When he asks about my family, I mention that my 92-year-old dad has been eating all kinds of nuts his entire life. Lubetzky nods his head in agreement with his company’s own pursuits.

It has to do with “wholesome ingredients you can see and pronounce,” he says.

“In terms of consumer preferences, the stuff we’ve done over the last five years is far better performing than some of the originals. But some of the originals are really magical, too. The fruit and nut bar I think is just excellent. A really good example of how the sum of the parts is greater than the individual components.”

Lubetzky tells me what drives him, his people and the company.

“We take inspiration from seeing what products and ingredients are both nutritional but also tasty and inspiring. But primarily we think creatively ourselves. We have a phenomenal team that is very, very creative and artistic. Part of our success is that we’re more artistic and creative than data-driven or scientific. We try not to drive our innovation based on what the data tells us or what the people are doing. I think it’s a mistake… it leads to you being a copycat. You end up relying on the past rather than the future … You cannot create something new if you’re just looking at what’s succeeding in the marketplace, because what’s succeeding in the marketplace by the finish then already exists. So how much value can you create for society when you’re just copying?”

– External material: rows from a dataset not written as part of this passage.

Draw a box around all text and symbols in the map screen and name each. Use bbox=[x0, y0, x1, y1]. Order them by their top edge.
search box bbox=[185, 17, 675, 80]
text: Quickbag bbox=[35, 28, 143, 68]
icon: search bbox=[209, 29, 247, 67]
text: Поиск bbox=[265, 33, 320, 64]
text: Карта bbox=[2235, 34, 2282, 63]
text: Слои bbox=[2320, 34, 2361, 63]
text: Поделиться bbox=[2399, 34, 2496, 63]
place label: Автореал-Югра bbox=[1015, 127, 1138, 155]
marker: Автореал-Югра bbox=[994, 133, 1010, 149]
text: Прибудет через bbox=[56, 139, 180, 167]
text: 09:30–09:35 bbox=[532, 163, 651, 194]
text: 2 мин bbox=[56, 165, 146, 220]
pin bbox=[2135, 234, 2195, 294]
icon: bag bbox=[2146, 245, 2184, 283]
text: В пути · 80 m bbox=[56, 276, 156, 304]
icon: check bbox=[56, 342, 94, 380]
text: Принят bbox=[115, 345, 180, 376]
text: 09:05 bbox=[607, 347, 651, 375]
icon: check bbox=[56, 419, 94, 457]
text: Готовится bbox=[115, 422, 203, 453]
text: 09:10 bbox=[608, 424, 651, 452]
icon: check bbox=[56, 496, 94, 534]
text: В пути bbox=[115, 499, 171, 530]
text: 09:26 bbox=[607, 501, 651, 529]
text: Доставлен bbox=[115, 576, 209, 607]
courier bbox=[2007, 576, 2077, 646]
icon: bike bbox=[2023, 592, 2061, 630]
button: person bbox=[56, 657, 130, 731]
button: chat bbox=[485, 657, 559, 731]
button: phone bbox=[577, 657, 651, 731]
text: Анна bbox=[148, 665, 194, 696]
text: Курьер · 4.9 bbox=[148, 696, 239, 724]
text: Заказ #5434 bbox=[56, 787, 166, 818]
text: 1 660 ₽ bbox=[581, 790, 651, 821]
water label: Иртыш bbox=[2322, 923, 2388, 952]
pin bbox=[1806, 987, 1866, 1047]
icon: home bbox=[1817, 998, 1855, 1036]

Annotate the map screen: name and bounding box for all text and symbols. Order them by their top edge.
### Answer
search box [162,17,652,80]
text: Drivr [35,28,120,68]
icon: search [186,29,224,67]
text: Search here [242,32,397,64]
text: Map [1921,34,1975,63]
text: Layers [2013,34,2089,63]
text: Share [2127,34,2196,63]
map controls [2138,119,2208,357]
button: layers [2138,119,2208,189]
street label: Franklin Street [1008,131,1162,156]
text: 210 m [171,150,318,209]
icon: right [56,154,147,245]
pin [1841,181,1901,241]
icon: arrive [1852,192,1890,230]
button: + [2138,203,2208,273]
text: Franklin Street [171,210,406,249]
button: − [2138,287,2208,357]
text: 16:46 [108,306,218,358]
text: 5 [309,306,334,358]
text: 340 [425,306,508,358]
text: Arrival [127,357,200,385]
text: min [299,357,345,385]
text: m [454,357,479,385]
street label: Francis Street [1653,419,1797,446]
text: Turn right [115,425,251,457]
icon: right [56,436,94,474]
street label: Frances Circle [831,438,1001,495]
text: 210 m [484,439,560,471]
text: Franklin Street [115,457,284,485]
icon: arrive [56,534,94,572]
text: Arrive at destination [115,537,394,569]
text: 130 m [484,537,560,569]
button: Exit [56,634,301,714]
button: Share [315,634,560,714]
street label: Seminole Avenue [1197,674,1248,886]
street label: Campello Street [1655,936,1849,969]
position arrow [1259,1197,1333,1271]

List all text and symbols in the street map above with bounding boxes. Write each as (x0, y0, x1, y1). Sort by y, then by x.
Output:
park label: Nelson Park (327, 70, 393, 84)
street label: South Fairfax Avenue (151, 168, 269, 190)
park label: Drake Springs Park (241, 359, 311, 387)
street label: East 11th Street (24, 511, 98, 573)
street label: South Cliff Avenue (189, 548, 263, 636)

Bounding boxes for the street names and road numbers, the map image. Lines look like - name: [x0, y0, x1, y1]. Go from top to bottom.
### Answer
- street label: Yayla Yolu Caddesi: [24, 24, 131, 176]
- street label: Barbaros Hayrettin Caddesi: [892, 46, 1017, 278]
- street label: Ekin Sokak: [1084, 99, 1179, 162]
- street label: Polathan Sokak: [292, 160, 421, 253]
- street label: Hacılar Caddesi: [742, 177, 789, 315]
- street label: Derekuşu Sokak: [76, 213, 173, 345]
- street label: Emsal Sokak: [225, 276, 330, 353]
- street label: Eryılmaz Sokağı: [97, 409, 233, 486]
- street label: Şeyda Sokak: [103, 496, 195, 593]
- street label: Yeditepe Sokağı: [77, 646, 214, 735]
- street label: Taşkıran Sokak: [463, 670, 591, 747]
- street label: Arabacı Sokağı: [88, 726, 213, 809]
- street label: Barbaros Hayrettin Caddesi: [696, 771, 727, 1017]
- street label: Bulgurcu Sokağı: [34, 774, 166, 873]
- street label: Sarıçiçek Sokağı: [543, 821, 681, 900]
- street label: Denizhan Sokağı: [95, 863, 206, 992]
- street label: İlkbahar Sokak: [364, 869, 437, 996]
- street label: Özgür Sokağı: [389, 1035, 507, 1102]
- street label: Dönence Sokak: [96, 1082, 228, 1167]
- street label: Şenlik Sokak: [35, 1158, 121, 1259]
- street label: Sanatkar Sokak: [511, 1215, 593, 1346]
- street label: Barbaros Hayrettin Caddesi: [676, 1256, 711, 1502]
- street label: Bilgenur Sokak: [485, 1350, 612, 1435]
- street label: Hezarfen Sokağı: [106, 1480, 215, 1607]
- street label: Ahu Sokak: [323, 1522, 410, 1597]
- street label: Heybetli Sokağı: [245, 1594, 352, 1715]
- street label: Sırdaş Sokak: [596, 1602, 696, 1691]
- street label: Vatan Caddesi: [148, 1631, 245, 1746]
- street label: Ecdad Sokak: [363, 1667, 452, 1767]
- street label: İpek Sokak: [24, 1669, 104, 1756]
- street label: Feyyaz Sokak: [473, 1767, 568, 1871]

In staying true to his customers that he calls fans, does he tweak the bars at all?

“To some degree we’re always optimizing. …We don’t use any artificial ingredients. …When we use fruit some of the products are sticky… We’re constantly trying to optimize to make them less sticky without sacrificing our values. So we’ve reduced sugar content in some of our items over the years, but nothing radical. We really try to keep the brand promise of once people have experienced a product there’s gonna be a very high bar for us to change the product because that’s what people like.”


With success comes scrutiny. Earlier this year, the U.S. Food and Drug Administration took exception to KIND using the word “healthy” on its labels.

“The FDA didn’t complain about us using the term ‘healthy.’ They complained about us using the term healthy as what they call a ‘nutrient claim.’ We don’t really know that we used that as a nutrient claim. But we wanted to be respectful … we wanted to hold ourselves to a higher standard and not be dismissive. We’re making all the changes they asked us to do … They’re not going to change our performance,” Lubetzky says.

“The core thing that we learned from this and I think is important for society is we need to update those regulatory standards, because as you stated in your conversation about your father, whole ingredients are good for you. Nuts are good for you. And we should not discourage consumption of them under the current standards that would make a nut-based snack not qualify as a healthy snack. But a product that’s made with ‘frankenfood’ that you could not recognize and with artificial compounds can be defined as healthy. It makes no sense.”

When the FDA issue came to light, he remained transparent, addressing it for his customers on his website in  “A note to our KIND community.”

Remaining true to himself has helped Lubetzky in all his dealings.

“When somebody is being tough, it’s very hard for me to not try to win them over. I don’t know if it’s connected to my father’s survival from the Holocaust. Truly, the more I think about myself, this need to be liked and to win people over has a connection to the stories I heard of what my father went through and wanting to build bonds. I hate being hated and I don’t like having enemies. And I think part of it is connected to my heritage as a son of person who was in a concentration camp and whose family was exterminated. But that does help me be resilient and not give up.”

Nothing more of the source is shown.